Ações coletivas buscam a inclusão do tempo de serviço das Forças Armadas, PM e Bombeiros no cálculo do Benefício Especial de servidores federais
Infográfico detalha como o aproveitamento do tempo de serviço nas Forças Armadas e forças auxiliares impulsiona o cálculo do Benefício Especial na previdência civil. (Arte/Portal)
O cálculo da aposentadoria de milhares de servidores públicos federais civis poderá sofrer uma alteração significativa nos próximos meses. Uma série de ações judiciais coletivas, movidas por associações de classe e sindicatos de abrangência nacional, pleiteia que o tempo de serviço prestado nas Forças Armadas, na Polícia Militar ou nos Corpos de Bombeiros Militares seja obrigatoriamente incluído na base de cálculo do Benefício Especial. Essa demanda jurídica é voltada especificamente para os trabalhadores que realizaram a migração de regime previdenciário para o Regime de Previdência Complementar (RPC) e que, anteriormente, haviam dedicado anos de suas carreiras à caserna.
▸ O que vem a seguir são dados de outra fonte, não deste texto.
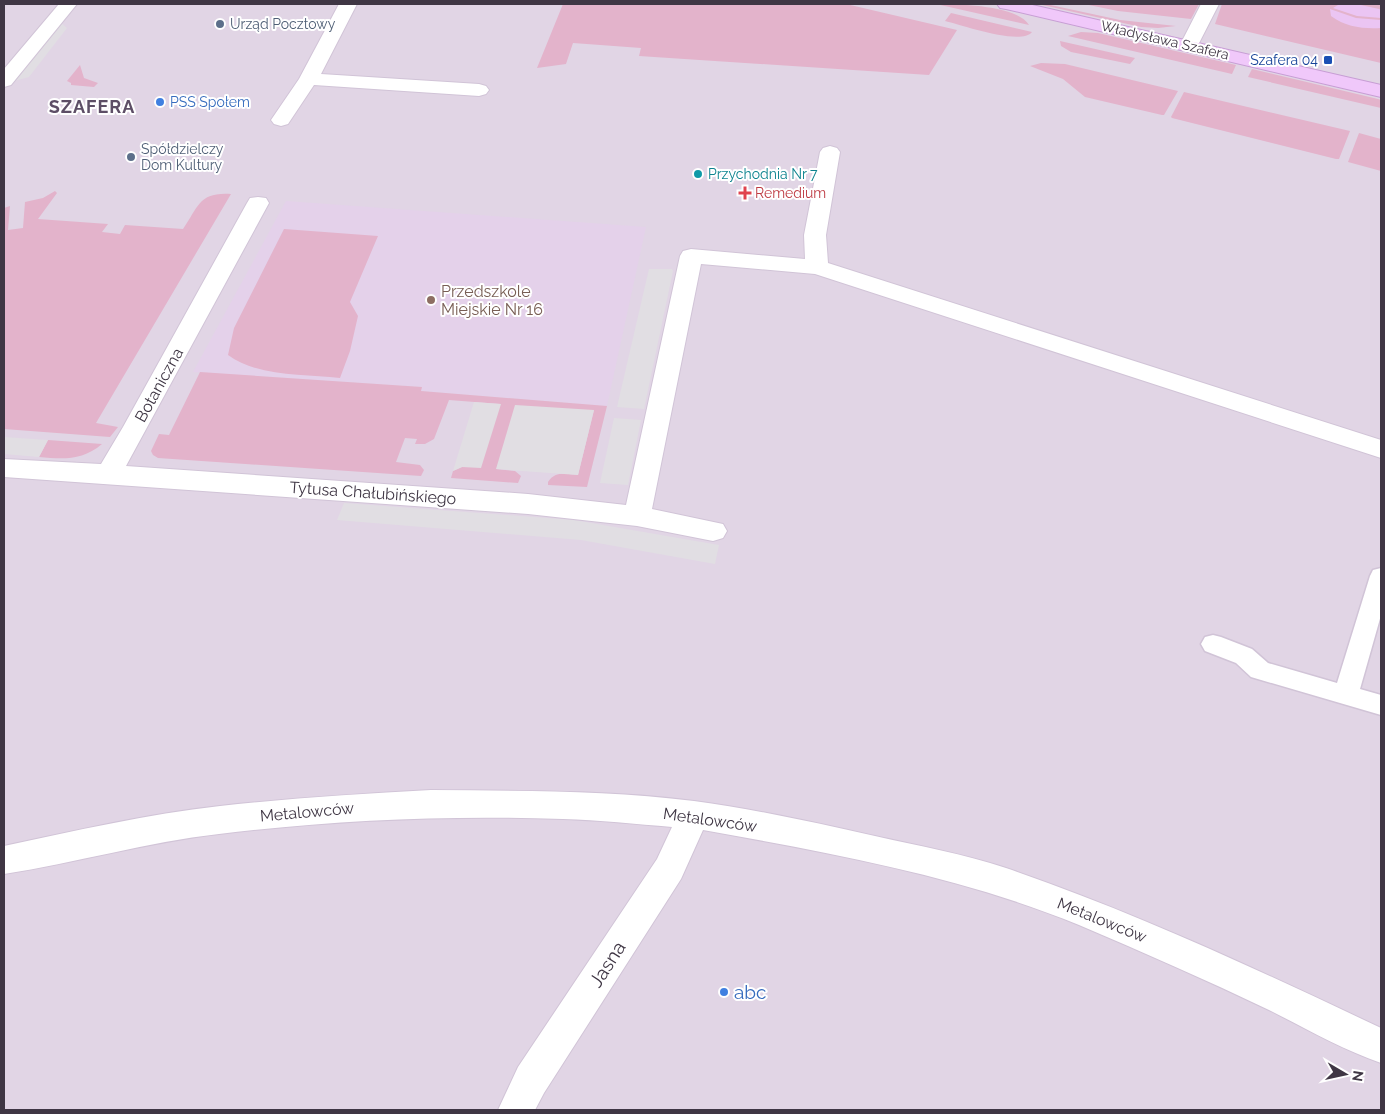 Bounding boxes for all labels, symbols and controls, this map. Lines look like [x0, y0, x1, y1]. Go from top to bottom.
place label: Urząd Pocztowy [230, 16, 336, 32]
street label: Władysława Szafera [1099, 17, 1231, 63]
marker: Urząd Pocztowy [214, 18, 226, 30]
place label: Szafera 04 [1250, 52, 1318, 68]
marker: Szafera 04 [1322, 54, 1334, 66]
place label: PSS Społem [170, 94, 250, 110]
district label: SZAFERA [49, 96, 135, 117]
marker: PSS Społem [154, 96, 166, 108]
place label: Spółdzielczy Dom Kultury [141, 141, 224, 173]
marker: Spółdzielczy Dom Kultury [125, 151, 137, 163]
place label: Przychodnia Nr 7 [708, 166, 818, 182]
marker: Przychodnia Nr 7 [692, 168, 704, 180]
place label: Remedium [755, 185, 826, 201]
marker: Remedium [739, 187, 751, 199]
place label: Przedszkole Miejskie Nr 16 [441, 282, 543, 319]
marker: Przedszkole Miejskie Nr 16 [425, 294, 437, 306]
street label: Botaniczna [131, 345, 187, 425]
street label: Tytusa Chałubińskiego [289, 478, 457, 508]
street label: Metalowców [259, 798, 355, 826]
street label: Metalowców [662, 804, 758, 836]
street label: Metalowców [1055, 893, 1149, 947]
street label: Jasna [584, 937, 630, 991]
place label: abc [734, 981, 767, 1003]
marker: abc [718, 986, 730, 998]
north arrow [1320, 1049, 1370, 1099]
text: N [1349, 1070, 1367, 1083]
O cenário da nigração previdenciária
Historicamente, a transição entre a carreira militar e o serviço público civil gerou controvérsias interpretativas na administração pública federal. Quando foi instituído o novo modelo de previdência complementar da União, gerido pela Fundação de Previdência Complementar do Servidor Público Federal (Funpresp), foi assegurado um mecanismo de compensação financeira aos que optaram pela mudança de regras. Esse mecanismo, denominado Benefício Especial, é calculado com base nas contribuições efetuadas desde julho de 1994 até o momento da opção pela migração.
A problemática central, levada ao Poder Judiciário por bancas jurídicas especializadas neste primeiro semestre de 2026, reside na recusa administrativa de diversos órgãos em computar o período militar nesse somatório. Sob a alegação de que as Forças Armadas e as corporações auxiliares operavam sob regime de Alíquota de Pensão Militar, e não de contribuição previdenciária stricto sensu, a União tem excluído esses anos do cálculo, o que reduz drasticamente o valor a ser pago aos servidores na inatividade.
A tese jurídica e o impacto na renda
Os defensores da medida argumentam que a exclusão afronta o princípio constitucional da contagem recíproca de tempo de serviço. Segundo as petições iniciais que tramitam na Justiça Federal, o tempo de caserna é categorizado legalmente como serviço público efetivo. Portanto, o direito à incorporação desse período para a fixação do Benefício Especial é sustentado pela jurisprudência que veda o confisco e garante a segurança jurídica aos cidadãos que migraram de boa-fé.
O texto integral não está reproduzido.